Le jour où j’ai donné la vie, il m’a trahie
« Tu mens, Paul ! Tu mens ! » Ma voix résonne dans la chambre d’hôpital, plus froide que le carrelage sous mes pieds nus. Je serre contre moi ce petit être qui vient de naître, notre fille, Jeanne, encore toute chaude de vie. Mon cœur bat à tout rompre, mais ce n’est pas la joie qui l’anime. C’est la rage, la trahison, l’incompréhension.
Il y a à peine une heure, j’étais encore cette femme comblée, épuisée mais heureuse, qui attendait son mari avec impatience. Paul m’avait écrit : « J’arrive, chérie. Je suis coincé dans les bouchons sur le périphérique. Je t’aime. » J’y ai cru. J’ai attendu. J’ai même défendu son absence devant ma mère : « Il fait tout pour être là, tu sais comment est Paris à cette heure-ci… »
Mais tout s’est effondré quand elle est entrée dans ma chambre. Elle. Camille. Je ne l’avais vue qu’une fois, lors d’un dîner entre amis où elle avait trop ri aux blagues de Paul. Je n’avais rien soupçonné. Elle s’est avancée vers moi, un dossier à la main. Sans un mot, elle a posé sur la table de chevet une enveloppe blanche. Dedans, un ticket d’hôtel – Hôtel des Lys, 15e arrondissement – avec la date et l’heure : 14h32, aujourd’hui. Une photo de Paul et elle, enlacés sur le lit défait.

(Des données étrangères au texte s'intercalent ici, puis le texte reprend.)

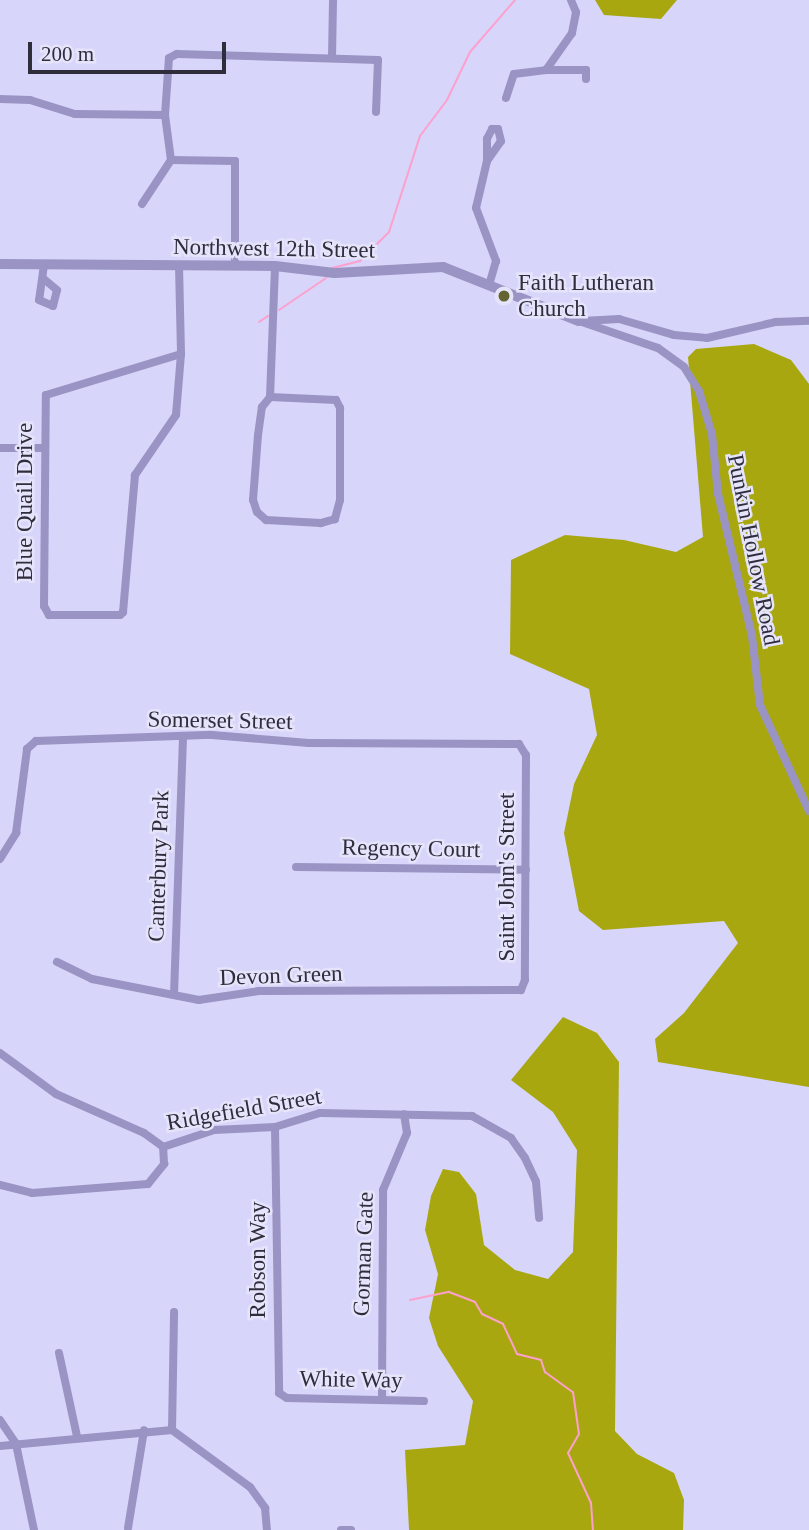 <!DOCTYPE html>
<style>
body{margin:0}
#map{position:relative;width:809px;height:1530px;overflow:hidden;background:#d8d5fa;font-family:"Times New Roman",serif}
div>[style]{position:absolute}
.forest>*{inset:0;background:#a8a710}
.stream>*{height:2px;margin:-1px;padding:0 1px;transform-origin:1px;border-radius:1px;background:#fca1ce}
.minor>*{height:8px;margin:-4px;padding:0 4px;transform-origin:4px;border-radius:4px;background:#9994c3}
.tertiary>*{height:10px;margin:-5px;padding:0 5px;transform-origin:5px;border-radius:5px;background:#9994c3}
.dots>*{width:19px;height:19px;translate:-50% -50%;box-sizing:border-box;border:4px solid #e5e4fb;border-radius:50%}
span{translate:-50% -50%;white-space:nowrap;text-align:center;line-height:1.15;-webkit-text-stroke:5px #e5e4fb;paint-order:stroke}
.street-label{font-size:23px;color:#2f2d3c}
.poi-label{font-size:23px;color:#2f2d3c}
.left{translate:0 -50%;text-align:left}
.scale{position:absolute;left:28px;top:42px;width:198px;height:32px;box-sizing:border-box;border:4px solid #2f2d3c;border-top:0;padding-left:9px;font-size:21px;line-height:24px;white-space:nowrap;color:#2f2d3c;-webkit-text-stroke:5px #e5e4fb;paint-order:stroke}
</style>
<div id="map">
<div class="forest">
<i style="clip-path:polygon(595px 0,677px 0,661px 19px,604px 15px)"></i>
<i style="clip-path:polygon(754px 344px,791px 360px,809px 384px,809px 1087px,658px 1062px,655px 1039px,684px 1013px,738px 943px,724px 921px,603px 930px,579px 911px,564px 833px,574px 784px,597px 735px,589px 689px,510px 654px,511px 560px,565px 535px,624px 540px,676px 552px,703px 537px,688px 357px,696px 349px)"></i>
<i style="clip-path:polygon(563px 1017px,597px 1033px,619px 1062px,615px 1431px,637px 1454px,674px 1473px,684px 1500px,683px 1530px,409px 1530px,405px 1450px,465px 1445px,473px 1401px,438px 1346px,429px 1318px,438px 1274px,425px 1230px,431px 1196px,443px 1169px,459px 1172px,476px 1194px,484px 1245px,515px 1270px,548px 1279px,573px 1252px,577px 1150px,553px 1112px,511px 1080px)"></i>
</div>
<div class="stream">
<i style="left:332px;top:268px;width:29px;rotate:-14deg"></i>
<i style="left:360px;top:261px;width:41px;rotate:-45deg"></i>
<i style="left:389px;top:232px;width:101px;rotate:-72.1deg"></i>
<i style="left:420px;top:136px;width:45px;rotate:-53.1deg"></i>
<i style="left:447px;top:100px;width:53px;rotate:-64.4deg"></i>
<i style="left:470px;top:52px;width:69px;rotate:-49.1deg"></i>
<i style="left:279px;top:310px;width:57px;rotate:-34.2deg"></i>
<i style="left:259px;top:322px;width:11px;rotate:-34deg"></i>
<i style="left:410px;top:1300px;width:40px;rotate:-12deg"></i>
<i style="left:449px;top:1292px;width:28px;rotate:21deg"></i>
<i style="left:475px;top:1302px;width:14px;rotate:60deg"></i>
<i style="left:482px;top:1314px;width:23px;rotate:25deg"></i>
<i style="left:503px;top:1324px;width:33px;rotate:65deg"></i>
<i style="left:517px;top:1354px;width:25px;rotate:14deg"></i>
<i style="left:541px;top:1360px;width:13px;rotate:72deg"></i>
<i style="left:545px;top:1372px;width:34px;rotate:36deg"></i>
<i style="left:573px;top:1392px;width:42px;rotate:81.9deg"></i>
<i style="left:579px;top:1434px;width:22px;rotate:120deg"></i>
<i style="left:568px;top:1453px;width:55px;rotate:65.3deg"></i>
<i style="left:591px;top:1503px;width:27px;rotate:86deg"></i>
</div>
<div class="minor">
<i style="left:332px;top:58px;width:58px;rotate:-89deg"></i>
<i style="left:546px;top:70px;width:40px"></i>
<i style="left:586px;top:70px;width:9px;rotate:90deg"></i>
<i style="left:506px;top:98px;width:25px;rotate:-72deg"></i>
<i style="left:514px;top:74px;width:32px;rotate:-7deg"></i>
<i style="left:546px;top:70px;width:45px;rotate:-54.9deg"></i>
<i style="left:572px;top:33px;width:21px;rotate:-79deg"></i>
<i style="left:576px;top:12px;width:13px;rotate:-113deg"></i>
<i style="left:0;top:99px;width:30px;rotate:2deg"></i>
<i style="left:30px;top:100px;width:47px;rotate:17.3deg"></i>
<i style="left:75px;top:114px;width:90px;rotate:0.6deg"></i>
<i style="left:487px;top:161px;width:24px;rotate:-55deg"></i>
<i style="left:501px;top:141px;width:12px;rotate:-104deg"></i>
<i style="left:498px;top:129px;width:6px;rotate:180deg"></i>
<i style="left:492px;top:129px;width:11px;rotate:117deg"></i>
<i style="left:487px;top:139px;width:22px;rotate:90deg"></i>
<i style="left:487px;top:161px;width:48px;rotate:103.2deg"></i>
<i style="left:476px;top:208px;width:57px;rotate:69.3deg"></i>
<i style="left:496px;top:261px;width:22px;rotate:106deg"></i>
<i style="left:142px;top:204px;width:53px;rotate:-56.6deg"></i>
<i style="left:44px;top:265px;width:35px;rotate:98deg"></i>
<i style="left:39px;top:300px;width:15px;rotate:23deg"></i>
<i style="left:53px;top:306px;width:16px;rotate:-76deg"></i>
<i style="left:57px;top:290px;width:16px;rotate:-140deg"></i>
<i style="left:179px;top:265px;width:89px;rotate:88.7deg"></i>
<i style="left:181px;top:354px;width:61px;rotate:94.7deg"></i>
<i style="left:176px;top:415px;width:73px;rotate:124.3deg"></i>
<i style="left:135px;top:475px;width:138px;rotate:95deg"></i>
<i style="left:123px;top:612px;width:4px;rotate:135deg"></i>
<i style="left:120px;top:615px;width:71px;rotate:180deg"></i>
<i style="left:49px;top:615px;width:10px;rotate:-119deg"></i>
<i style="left:44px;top:606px;width:211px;rotate:-89.5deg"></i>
<i style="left:46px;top:395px;width:141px;rotate:-16.9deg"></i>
<i style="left:235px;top:265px;width:104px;rotate:-90deg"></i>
<i style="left:235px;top:161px;width:64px;rotate:-179.1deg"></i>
<i style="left:171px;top:160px;width:45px;rotate:-97.6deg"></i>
<i style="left:165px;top:115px;width:57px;rotate:-86deg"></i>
<i style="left:169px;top:58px;width:9px;rotate:-27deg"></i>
<i style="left:177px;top:54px;width:201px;rotate:1.7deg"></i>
<i style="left:378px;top:60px;width:52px;rotate:92.2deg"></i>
<i style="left:579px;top:321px;width:83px;rotate:18.9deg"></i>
<i style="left:658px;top:348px;width:32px;rotate:36deg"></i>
<i style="left:684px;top:367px;width:28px;rotate:58deg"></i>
<i style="left:699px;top:391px;width:45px;rotate:73.2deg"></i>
<i style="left:712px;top:434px;width:60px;rotate:84.3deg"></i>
<i style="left:718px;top:494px;width:146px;rotate:76.5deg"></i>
<i style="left:752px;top:636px;width:69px;rotate:83.4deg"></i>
<i style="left:760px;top:705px;width:117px;rotate:65.2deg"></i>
<i style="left:582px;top:321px;width:37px;rotate:-3deg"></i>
<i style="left:619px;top:319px;width:57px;rotate:16.2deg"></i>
<i style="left:674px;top:335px;width:33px;rotate:5deg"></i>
<i style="left:707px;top:338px;width:71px;rotate:-13.1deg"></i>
<i style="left:776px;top:322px;width:33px;rotate:-2deg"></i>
<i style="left:270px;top:397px;width:66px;rotate:2.6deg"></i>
<i style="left:336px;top:400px;width:9px;rotate:63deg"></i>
<i style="left:340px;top:408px;width:92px;rotate:90deg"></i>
<i style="left:340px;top:500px;width:20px;rotate:105deg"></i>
<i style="left:335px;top:519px;width:15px;rotate:164deg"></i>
<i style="left:321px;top:523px;width:55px;rotate:-176.9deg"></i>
<i style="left:266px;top:520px;width:12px;rotate:-138deg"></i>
<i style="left:257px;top:512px;width:13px;rotate:-108deg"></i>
<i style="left:253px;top:500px;width:65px;rotate:-85.6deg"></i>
<i style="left:258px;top:435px;width:28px;rotate:-82deg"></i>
<i style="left:262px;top:407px;width:13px;rotate:-51deg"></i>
<i style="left:270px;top:397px;width:131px;rotate:-87.8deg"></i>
<i style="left:0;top:448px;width:45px"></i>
<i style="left:0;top:859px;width:31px;rotate:-58deg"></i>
<i style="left:16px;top:833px;width:85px;rotate:-82.5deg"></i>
<i style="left:27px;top:749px;width:12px;rotate:-42deg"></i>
<i style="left:36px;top:741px;width:176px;rotate:-2deg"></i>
<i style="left:212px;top:735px;width:97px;rotate:4.7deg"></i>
<i style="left:309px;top:743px;width:203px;rotate:0.3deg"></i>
<i style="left:512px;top:744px;width:7px"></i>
<i style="left:519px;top:744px;width:13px;rotate:58deg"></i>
<i style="left:526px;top:755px;width:225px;rotate:90.3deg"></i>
<i style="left:525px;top:980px;width:11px;rotate:112deg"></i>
<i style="left:521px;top:990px;width:262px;rotate:179.8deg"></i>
<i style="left:259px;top:991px;width:61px;rotate:171.5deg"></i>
<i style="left:199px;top:1000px;width:109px;rotate:-168.9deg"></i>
<i style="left:92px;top:979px;width:39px;rotate:-154deg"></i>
<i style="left:296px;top:867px;width:230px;rotate:0.7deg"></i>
<i style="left:174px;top:995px;width:257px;rotate:-88deg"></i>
<i style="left:0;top:1053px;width:69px;rotate:36.2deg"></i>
<i style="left:56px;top:1094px;width:96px;rotate:23.9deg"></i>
<i style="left:144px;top:1133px;width:24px;rotate:36deg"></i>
<i style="left:275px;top:1127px;width:266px;rotate:89.1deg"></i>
<i style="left:279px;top:1393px;width:9px;rotate:32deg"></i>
<i style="left:287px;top:1398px;width:137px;rotate:1.3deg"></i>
<i style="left:163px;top:1147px;width:54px;rotate:-18.4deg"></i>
<i style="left:214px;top:1130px;width:61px;rotate:-2.8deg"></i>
<i style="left:275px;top:1127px;width:47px;rotate:-17.3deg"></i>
<i style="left:320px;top:1113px;width:152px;rotate:1.1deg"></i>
<i style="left:472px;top:1116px;width:45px;rotate:29.4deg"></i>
<i style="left:511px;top:1138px;width:24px;rotate:55deg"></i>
<i style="left:525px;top:1158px;width:26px;rotate:65deg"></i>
<i style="left:536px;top:1182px;width:36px;rotate:85deg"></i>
<i style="left:0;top:1185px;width:33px;rotate:14deg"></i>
<i style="left:32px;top:1193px;width:116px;rotate:-4.4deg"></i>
<i style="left:148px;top:1184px;width:26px;rotate:-51deg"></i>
<i style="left:164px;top:1164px;width:17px;rotate:-93deg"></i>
<i style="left:59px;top:1353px;width:85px;rotate:77.8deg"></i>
<i style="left:382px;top:1400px;width:210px;rotate:-89.7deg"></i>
<i style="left:383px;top:1190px;width:62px;rotate:-67.2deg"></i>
<i style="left:407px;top:1133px;width:19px;rotate:-99deg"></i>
<i style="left:0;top:1420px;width:29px;rotate:56deg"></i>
<i style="left:16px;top:1444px;width:88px;rotate:78.2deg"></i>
<i style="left:172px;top:1430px;width:118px;rotate:-89deg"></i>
<i style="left:0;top:1446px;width:173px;rotate:-5.3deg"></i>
<i style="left:172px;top:1430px;width:97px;rotate:36.2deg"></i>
<i style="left:250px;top:1487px;width:26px;rotate:54deg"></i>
<i style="left:265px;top:1508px;width:22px;rotate:85deg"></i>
<i style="left:128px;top:1528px;width:99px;rotate:-80.7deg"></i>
<i style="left:341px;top:1530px;width:10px"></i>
</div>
<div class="tertiary">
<i style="left:0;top:264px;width:275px;rotate:0.4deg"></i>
<i style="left:275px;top:266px;width:60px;rotate:6.7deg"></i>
<i style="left:335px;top:273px;width:108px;rotate:-3.2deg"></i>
<i style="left:443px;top:267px;width:146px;rotate:21.7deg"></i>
</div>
<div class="dots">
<i style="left:504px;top:296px;background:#646431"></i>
</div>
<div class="street-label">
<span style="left:274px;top:249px;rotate:1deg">Northwest 12th Street</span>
<span style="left:25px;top:502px;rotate:-90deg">Blue Quail Drive</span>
<span style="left:753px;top:550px;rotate:79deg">Punkin Hollow Road</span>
<span style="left:220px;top:721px;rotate:1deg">Somerset Street</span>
<span style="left:411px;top:849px;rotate:1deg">Regency Court</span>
<span style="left:159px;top:866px;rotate:-88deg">Canterbury Park</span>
<span style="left:507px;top:877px;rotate:-90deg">Saint John's Street</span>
<span style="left:281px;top:976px;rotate:-2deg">Devon Green</span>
<span style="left:244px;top:1110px;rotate:-10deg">Ridgefield Street</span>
<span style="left:364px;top:1254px;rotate:-88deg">Gorman Gate</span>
<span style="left:258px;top:1260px;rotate:-90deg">Robson Way</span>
<span style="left:351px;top:1380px;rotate:1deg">White Way</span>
</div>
<div class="poi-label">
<span class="left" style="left:518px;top:296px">Faith Lutheran<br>Church</span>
</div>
<div class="scale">200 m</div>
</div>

« Je suis désolée, Lucie », a-t-elle murmuré. « Il t’a menti. Il me l’a promis à moi aussi… Mais je ne peux plus vivre avec ça. »
Je n’ai pas pleuré. Pas tout de suite. J’ai regardé Jeanne, si fragile, si innocente. Comment pouvait-il ? Comment pouvait-il choisir ce moment précis pour me trahir ? Quand je donnais naissance à notre enfant ?
Ma mère a compris avant moi. Elle a pris Jeanne dans ses bras et m’a serrée fort. « Ma chérie, tu n’es pas seule », a-t-elle soufflé.
Paul est arrivé une heure plus tard. Il avait le visage fatigué du coupable qui sait que tout est perdu. Je lui ai tendu la photo sans un mot.
— Lucie… Je…
— Ne dis rien, Paul. Rien ne pourra réparer ça.
Il s’est effondré sur une chaise, les mains dans les cheveux.
— Je suis désolé… J’ai fait une erreur…
— Une erreur ? Tu appelles ça une erreur ? Le jour où je donnais naissance à ta fille ?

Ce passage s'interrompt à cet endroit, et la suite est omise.